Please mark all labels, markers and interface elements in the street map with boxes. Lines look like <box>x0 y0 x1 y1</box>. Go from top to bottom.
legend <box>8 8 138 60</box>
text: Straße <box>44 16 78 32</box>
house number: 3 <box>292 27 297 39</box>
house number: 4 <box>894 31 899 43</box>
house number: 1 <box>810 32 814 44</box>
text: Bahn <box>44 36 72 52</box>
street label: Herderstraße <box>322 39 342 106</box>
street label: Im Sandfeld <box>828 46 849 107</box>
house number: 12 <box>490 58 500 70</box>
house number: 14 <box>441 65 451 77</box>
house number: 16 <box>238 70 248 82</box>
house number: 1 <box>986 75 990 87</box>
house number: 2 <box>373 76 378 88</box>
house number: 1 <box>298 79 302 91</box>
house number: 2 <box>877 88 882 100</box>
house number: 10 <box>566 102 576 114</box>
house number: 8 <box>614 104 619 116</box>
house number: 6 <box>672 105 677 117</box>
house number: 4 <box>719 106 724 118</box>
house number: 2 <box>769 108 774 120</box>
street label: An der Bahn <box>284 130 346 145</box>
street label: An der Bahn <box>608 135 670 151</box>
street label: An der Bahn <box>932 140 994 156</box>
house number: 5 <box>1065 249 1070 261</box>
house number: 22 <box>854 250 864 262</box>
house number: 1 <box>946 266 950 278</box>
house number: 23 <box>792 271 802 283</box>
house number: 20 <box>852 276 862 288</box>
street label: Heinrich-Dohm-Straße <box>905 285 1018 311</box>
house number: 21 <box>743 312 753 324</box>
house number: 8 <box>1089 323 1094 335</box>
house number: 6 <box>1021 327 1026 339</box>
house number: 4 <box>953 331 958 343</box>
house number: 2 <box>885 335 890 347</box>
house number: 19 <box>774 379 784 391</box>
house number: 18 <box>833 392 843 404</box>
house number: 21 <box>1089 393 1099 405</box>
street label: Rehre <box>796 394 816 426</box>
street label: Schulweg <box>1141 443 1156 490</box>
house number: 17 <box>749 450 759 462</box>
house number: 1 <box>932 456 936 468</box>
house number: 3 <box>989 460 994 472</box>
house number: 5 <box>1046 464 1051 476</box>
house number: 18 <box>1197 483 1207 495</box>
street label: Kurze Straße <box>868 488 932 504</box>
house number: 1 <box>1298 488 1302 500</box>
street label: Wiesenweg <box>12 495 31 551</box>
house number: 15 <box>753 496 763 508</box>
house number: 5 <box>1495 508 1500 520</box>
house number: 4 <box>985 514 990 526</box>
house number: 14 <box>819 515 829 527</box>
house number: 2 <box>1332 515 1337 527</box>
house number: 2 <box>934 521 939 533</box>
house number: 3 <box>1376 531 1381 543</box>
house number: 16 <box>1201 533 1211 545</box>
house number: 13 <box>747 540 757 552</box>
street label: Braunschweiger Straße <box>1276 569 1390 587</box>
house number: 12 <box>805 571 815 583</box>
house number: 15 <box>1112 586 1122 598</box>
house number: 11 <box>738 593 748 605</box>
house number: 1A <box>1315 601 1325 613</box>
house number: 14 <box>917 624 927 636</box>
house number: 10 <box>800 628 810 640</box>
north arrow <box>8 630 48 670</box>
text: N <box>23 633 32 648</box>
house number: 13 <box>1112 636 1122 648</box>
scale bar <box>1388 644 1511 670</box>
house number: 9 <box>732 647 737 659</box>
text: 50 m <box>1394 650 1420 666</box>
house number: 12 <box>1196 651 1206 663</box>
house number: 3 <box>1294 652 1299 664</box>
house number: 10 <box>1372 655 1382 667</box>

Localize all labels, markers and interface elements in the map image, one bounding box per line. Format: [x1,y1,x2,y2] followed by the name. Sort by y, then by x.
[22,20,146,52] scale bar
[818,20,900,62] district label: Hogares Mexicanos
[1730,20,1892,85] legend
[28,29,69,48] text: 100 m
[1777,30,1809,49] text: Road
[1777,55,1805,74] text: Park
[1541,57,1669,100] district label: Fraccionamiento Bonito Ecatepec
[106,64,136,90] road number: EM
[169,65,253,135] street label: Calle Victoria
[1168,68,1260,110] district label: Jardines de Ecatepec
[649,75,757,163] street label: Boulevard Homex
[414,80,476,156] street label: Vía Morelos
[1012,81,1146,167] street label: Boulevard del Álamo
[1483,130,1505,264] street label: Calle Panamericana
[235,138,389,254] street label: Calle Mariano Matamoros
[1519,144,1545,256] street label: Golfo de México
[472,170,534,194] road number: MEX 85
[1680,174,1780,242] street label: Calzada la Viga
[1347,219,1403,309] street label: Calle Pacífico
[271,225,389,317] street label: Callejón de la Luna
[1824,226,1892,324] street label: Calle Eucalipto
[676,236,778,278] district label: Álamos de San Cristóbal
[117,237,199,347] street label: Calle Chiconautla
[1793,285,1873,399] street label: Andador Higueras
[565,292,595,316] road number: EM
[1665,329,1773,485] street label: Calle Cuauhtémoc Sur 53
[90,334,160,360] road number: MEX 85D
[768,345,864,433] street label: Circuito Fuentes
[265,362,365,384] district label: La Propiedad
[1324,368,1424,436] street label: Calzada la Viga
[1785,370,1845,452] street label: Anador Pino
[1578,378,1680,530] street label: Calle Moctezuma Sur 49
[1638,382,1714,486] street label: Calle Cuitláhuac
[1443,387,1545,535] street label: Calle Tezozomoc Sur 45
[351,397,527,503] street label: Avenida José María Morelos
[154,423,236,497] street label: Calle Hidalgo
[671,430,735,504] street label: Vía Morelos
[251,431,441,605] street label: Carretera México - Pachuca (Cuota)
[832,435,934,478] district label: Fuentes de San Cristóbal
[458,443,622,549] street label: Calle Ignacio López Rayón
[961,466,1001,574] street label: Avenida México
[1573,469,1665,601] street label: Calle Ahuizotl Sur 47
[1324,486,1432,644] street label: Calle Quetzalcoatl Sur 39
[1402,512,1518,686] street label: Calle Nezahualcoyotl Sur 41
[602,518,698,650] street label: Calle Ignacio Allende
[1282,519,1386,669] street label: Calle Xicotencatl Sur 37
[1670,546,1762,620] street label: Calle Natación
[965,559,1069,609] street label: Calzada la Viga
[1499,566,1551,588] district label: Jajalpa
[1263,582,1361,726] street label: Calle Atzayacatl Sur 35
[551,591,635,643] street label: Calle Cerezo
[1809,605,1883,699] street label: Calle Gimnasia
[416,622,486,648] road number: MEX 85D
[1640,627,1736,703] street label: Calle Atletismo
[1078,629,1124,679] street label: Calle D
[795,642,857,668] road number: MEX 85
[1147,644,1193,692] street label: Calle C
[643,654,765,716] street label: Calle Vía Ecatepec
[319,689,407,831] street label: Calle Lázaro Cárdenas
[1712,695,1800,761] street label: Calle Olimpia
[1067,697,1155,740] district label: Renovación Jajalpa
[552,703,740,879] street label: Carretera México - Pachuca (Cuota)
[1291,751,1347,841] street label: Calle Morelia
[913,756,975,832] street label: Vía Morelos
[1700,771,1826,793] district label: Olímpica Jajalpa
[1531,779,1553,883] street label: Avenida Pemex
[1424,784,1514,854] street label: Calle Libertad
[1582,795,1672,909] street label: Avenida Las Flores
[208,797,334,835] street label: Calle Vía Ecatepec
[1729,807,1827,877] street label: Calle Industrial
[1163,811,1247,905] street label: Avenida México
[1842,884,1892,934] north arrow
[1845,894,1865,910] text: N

──────

▶ **WHAT TO PRODUCE**
Scan the material above for lines that contain the string "Fuentes", and copy each such line.

▶ **SOLUTION**
[768,345,864,433] street label: Circuito Fuentes
[832,435,934,478] district label: Fuentes de San Cristóbal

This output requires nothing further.